The study found that offsprings exposed to nicotine-containing e-cig vapor had BMSCs that were less able to grow, move, and repair wounds—key functions for tissue regeneration. These cells also showed signs of shifting toward a “pro-fibrotic” state, meaning they were more likely to contribute to scarring rather than healing. This was linked to changes in two important molecular pathways: Wnt signaling (which increased) and PPARγ signaling (which decreased). These pathways are known to influence how stem cells behave and how tissues develop and repair.

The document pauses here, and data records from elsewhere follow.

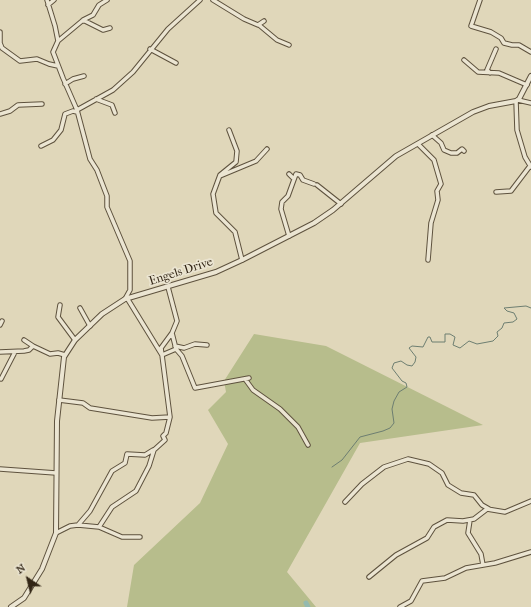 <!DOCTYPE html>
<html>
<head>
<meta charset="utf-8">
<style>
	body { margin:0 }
	#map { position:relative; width:531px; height:607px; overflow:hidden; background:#e0d7ba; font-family:"IM FELL French Canon",serif }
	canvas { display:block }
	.north { position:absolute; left:8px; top:559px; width:40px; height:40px; -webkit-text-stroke:3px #ebe5d2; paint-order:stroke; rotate:325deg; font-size:11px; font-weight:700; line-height:16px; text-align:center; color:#322515 }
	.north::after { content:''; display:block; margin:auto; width:14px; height:18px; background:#322515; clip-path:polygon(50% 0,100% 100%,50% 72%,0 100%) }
</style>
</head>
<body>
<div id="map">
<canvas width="531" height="607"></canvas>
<div class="north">N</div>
</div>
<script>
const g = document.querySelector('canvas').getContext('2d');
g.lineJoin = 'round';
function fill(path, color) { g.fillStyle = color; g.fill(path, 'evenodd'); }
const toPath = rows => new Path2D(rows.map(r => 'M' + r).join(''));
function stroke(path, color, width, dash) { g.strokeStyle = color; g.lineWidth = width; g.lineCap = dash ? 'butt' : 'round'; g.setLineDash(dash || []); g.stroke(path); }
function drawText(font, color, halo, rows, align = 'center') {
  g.font = font + ' "IM FELL French Canon",serif'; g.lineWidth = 3.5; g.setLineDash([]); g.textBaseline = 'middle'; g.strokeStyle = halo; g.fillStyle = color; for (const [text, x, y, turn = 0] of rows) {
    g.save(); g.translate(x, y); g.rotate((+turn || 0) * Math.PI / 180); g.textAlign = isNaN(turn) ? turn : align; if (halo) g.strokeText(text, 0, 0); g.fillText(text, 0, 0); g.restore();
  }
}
const green = toPath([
	[254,334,326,346,483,425,360,443,287,572,316,607,127,607,134,565,200,503,228,444,208,410,226,392,224,381]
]);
const stream = toPath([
	[332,467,342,460,360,437,383,431,390,428,394,423,392,409,394,401,399,392,407,387,406,383,402,381,392,368,394,363,401,361,407,365,412,366,415,362,416,357,409,348,412,346,423,347,428,337,430,337,432,342,445,342,445,334,450,334,455,337,453,345,460,348,469,341,477,344,493,341,498,336,497,332,502,328,504,323,513,322,517,319,514,313,507,311,504,308,526,306,531,308]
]);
const river = toPath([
	[306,603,308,607]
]);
const minor = toPath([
	[47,0,55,26,58,41,53,52,63,78,77,110,90,159,97,170,107,196,107,207,130,261,130,290,125,299],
	[213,0,244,19,258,25,264,21],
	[480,0,471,26,491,32,501,38,504,43,512,45,519,45,531,52],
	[48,5,54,0],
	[83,20,93,15,99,5,107,0],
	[259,25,277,40,289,45],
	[0,32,0,43,2,48,20,61,37,59,49,64,58,66],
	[58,41,82,21,85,21,103,30,110,28],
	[150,49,176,63],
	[464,60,478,72,499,73,527,85],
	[490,73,487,70,496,49],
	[65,84,73,79,84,76],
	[96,99,112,105,115,113],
	[518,100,531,103],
	[516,101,517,130,525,157,531,167],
	[77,110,113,90,133,72,168,29,200,0],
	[0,114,10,111,18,105,42,104],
	[229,130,237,151,236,162,220,175,213,194,216,213,235,232,242,260],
	[432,135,441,143,444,150,451,153,457,153,462,149,464,151],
	[418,144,434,160,441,184,437,191,438,200,431,223,428,260],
	[41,146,53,140,61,130,65,114,73,111,77,112],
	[289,174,294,179],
	[220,176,256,161,267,149],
	[317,185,341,204],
	[496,192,511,191,530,166],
	[289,236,281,209,282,202,288,196,296,174,300,175,303,180,314,184],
	[168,287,177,321,172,333,161,348,162,355,176,349],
	[60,305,58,317,75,340],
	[80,308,90,326],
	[0,325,2,321],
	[172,333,176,349,182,356,195,388,249,378],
	[24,340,33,346],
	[175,346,184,348,195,344,207,345],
	[0,352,24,351,29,350,33,346,50,354,58,353,65,355],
	[1,379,15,352],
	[245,379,253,390,280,409,298,427,308,445],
	[59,400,83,403,90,408,152,418,170,417],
	[0,469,56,473],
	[345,502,362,484,384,467,408,459,429,464,442,473,448,485,461,493,474,495,482,505,489,509],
	[470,520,468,533,481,554,483,565],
	[78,525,90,511,112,471,125,463,127,454,145,455,153,450],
	[99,527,112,507,136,491,149,466,154,450,165,440,163,436,166,433,170,417,162,355,127,298],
	[56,533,70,526,78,525,99,527,122,537,140,537],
	[369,577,396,555,427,538,434,527,447,520,463,521,474,519,487,509,505,512,531,501],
	[400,607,411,601,422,581,445,578,466,568,495,563,531,552]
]);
const tertiary = toPath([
	[11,607,24,598,42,569,56,533,57,421,64,357,75,340,102,314,125,299,216,272,242,260,314,223,333,210,396,156,473,112,489,106,516,101,519,99,531,76]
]);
const streetNames = [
	["Engels Drive",181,272,-18]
];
fill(green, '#b7bd8c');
stroke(stream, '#6d7e71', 1);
stroke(river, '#94baaf', 5);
stroke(minor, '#5e523e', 5.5);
stroke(tertiary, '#5e523e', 6);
stroke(minor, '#ebe5d2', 3.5);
stroke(tertiary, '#ebe5d2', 4);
drawText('12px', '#322515', '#ebe5d2', streetNames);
</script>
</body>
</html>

Understanding how environmental exposures like nicotine affect stem cell function is critical to developing therapies that can restore or protect organ health. This study highlights the need for public awareness about the risks of vaping during pregnancy and underscores the importance of protecting stem cell health during critical windows of development. It also opens the door to future research on how we might use stem cell–based therapies to reverse or prevent the damage caused by early nicotine exposure.
Scientific Abstract:
Perinatal nicotine exposure via tobacco smoking results in increased proclivity to chronic lung disease (CLD); however, the underlying molecular mechanisms remain incompletely understood. We previously demonstrated that in addition to nicotine's direct effects on the developing lung, there are also adverse molecular alterations in bone marrow-derived mesenchymal stem cells (BMSCs), which are vital to lung injury repair. Whether perinatal nicotine exposure via electronic-cigarette (e-cig) vaping also adversely affects BMSCs is unknown. This is highly relevant due to marked increase in e-cig vaping including by pregnant women. Hypothesizing that perinatal nicotine exposure via e-cig vaping predisposes BMSCs to a pro-myofibroblastic phenotype, pregnant rat dams were exposed to fresh air (control), vehicle (e-cig without nicotine), or e-cig (e-cig with nicotine) daily during pregnancy and lactation. At postnatal day 21, offspring BMSCs were isolated and studied for cell proliferation, migration, wound healing response, and expression of key Wnt and PPARgamma signaling intermediates (beta-catenin, LEF-1, PPARgamma, ADRP and C/EBPalpha) and myogenic markers (fibronectin, alphaSMA, calponin) proteins using immunoblotting. Compared to controls, perinatal e-cig exposure resulted in significant decrease in BMSC proliferation, migration, and wound healing response. The expression of key Wnt signaling intermediates (beta-catenin, LEF-1) and myogenic markers (fibronectin, alphaSMA, calponin) increased significantly, while PPARgamma signaling intermediates (PPARgamma, ADRP, and C/EBPalpha) decreased significantly. Based on these data, we conclude that perinatally e-cig exposed BMSCs demonstrate pro-myofibroblastic phenotype and impaired injury-repair potential, indicating a potentially similar susceptibility to CLD following perinatal nicotine exposure via vaping as seen following parenteral perinatal nicotine exposure.